2- A pena aplicável tem como limite máximo a soma das penas concretamente aplicadas aos vários crimes, não podendo ultrapassar 25 anos tratando-se de pena de prisão e 900 dias tratando-se de pena de multa; e como limite mínimo a mais elevada das penas concretamente aplicadas aos vários crimes.
3- Se das penas aplicadas aos crimes em concurso forem umas de prisão e outras de multa, a diferente natureza mantém-se na pena única, resultante da aplicação de critérios estabelecidos nos números anteriores.
Assim, a moldura concreta do concurso de crimes pauta-se pelo princípio da cumulação, que prescreve que se procede à punição do concurso com uma pena conjunta determinada no âmbito de uma moldura cujo limite máximo resulta da soma das penas concretas aplicadas a cada crime imputado e cuja medida concreta é decidida em função da imagem global dos crimes imputados e da personalidade do agente:
Conforme refere Figueiredo Dias, tudo deve passar-se como se o conjunto dos factos fornecesse a gravidade do ilícito global perpetrado, sendo decisiva para a sua avaliação a conexão que entre os factos concorrentes se verifique.

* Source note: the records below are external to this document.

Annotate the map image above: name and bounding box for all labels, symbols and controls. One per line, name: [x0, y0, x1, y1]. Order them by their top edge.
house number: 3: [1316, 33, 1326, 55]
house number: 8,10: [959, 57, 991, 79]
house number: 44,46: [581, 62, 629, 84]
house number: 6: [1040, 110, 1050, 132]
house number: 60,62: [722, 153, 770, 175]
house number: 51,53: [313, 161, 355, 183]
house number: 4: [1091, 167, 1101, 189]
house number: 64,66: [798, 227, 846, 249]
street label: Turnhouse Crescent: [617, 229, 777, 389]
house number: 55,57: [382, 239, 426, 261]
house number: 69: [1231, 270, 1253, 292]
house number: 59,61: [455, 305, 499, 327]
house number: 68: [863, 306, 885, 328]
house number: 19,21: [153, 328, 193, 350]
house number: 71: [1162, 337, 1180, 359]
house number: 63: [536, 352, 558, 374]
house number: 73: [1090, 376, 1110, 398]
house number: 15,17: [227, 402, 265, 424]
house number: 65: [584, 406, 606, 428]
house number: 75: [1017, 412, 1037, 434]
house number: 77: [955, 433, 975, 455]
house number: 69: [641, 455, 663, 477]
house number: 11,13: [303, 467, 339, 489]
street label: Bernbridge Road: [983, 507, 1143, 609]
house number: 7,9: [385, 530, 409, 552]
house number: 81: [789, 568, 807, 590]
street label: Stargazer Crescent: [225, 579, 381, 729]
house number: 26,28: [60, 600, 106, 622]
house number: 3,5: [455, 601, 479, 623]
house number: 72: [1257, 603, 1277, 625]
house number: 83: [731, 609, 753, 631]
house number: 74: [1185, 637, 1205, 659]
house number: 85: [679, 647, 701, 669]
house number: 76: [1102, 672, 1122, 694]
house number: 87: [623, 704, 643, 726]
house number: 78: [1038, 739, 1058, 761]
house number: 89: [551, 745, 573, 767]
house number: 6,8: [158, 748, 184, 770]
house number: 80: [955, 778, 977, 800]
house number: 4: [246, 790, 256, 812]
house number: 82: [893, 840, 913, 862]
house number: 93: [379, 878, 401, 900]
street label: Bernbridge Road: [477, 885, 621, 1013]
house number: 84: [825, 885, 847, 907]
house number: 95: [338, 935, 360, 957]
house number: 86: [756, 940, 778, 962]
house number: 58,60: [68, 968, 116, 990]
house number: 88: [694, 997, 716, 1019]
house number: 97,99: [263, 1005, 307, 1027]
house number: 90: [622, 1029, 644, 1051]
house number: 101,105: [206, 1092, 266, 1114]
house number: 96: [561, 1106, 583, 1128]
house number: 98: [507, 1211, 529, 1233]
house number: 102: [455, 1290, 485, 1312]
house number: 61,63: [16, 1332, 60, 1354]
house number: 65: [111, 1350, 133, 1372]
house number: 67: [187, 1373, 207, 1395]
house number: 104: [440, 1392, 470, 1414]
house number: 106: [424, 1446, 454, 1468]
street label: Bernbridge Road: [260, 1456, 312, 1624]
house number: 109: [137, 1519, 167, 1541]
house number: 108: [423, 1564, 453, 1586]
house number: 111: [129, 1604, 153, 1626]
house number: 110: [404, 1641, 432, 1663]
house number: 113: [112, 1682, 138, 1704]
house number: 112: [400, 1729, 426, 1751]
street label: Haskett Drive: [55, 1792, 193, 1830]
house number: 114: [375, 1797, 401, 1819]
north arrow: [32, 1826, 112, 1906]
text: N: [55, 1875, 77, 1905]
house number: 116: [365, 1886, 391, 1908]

Na avaliação da personalidade ¬unitária - do agente relevará, sobretudo, a questão de saber se o conjunto dos factos é reconduzível a uma tendência ( ...) criminosa ou tão só a uma pluriocasionalidade que não radica na personalidade ( ...) de grande relevo será também a análise do efeito previsível da pena sobre o comportamento futuro do agente (exigências de prevenção especial de socialização).
No presente caso, atentas as penas parcelares aplicadas ao arguido, a moldura abstracta situa-se entre 10 anos e seis meses e 13 anos e seis meses.
Ora, o arguido demonstra uma personalidade avessa ao rigor normativo, vindo praticando crimes contra o património, sendo que os crimes por que sai condenado nestes autos dizem respeito a bens jurídicos eminentemente pessoais.
Conclui-se que a ilicitude global do facto é intensa, de tal modo que a aplicação da pena ao arguido deverá terminantemente dissuadi-lo da prática de novos crimes, erradicando comportamentos criminógenos do seu percurso de vida.
Atendendo a tais circunstancialismos, bem como à ilicitude dos factos e o desvalor dos resultados, nos termos em que já supra se expuseram, o Tribunal entende que, num juízo de prognose, o arguido apresenta fracas condições para conformar a sua conduta com o dever-ser jurídico-penal.
Deste modo, tudo sopesado, entendemos pela aplicação de uma pena única de 12 anos de prisão.
Da Pena Acessória (…).”
Dentro da margem de actuação da Relação, nos moldes supra expostos, é de reconhecer o acerto no processo de determinação da pena (das penas parcelares e da pena única) patente no acórdão.
Visando a pena finalidades exclusivamente preventivas, mostram-se ali devidamente avaliadas as exigências de prevenção geral e especial, correctamente mensuradas, mensuração sempre factualmente concretizada.
O tribunal atendeu aos itens enunciados no art. 71.º do CP que, não fazendo parte do tipo de crime, depunham a favor e contra o arguido, detalhando-os e concretizando-os factualmente, nos termos transcritos.
Considerou elevadíssimas as exigências de prevenção geral – e são-no de facto, quer no que respeita ao crime de violência doméstica, quer no que respeita ao homicídio (homicídio num contexto de fim de relação paraconjugal, o que adensa ainda mais essas exigências) –, sendo também elevadas as exigências de prevenção especial, atendendo designadamente aos antecedentes criminais do arguido (sendo duas das condenações anteriores por crime contra as pessoas) e à ausência de arrependimento e de interiorização do mal do crime. Não se mostrando, ainda, ultrapassado o grau de culpa, as penas parcelares são de manter.
Por último, proporcionada e justa se revela ainda a pena única, fixada no ponto médio da moldura penal em causa, e sempre com apelo a critérios normativos.
4. Face ao exposto, acordam na Secção Criminal do Tribunal da Relação de Évora em julgar improcedentes os recursos, confirmando-se o despacho e o acórdão.
Custas pelo recorrente que se fixam em 6UC (arts 513º /1 e 514º/1 CPP e 8º/9 e Tab. III RCP).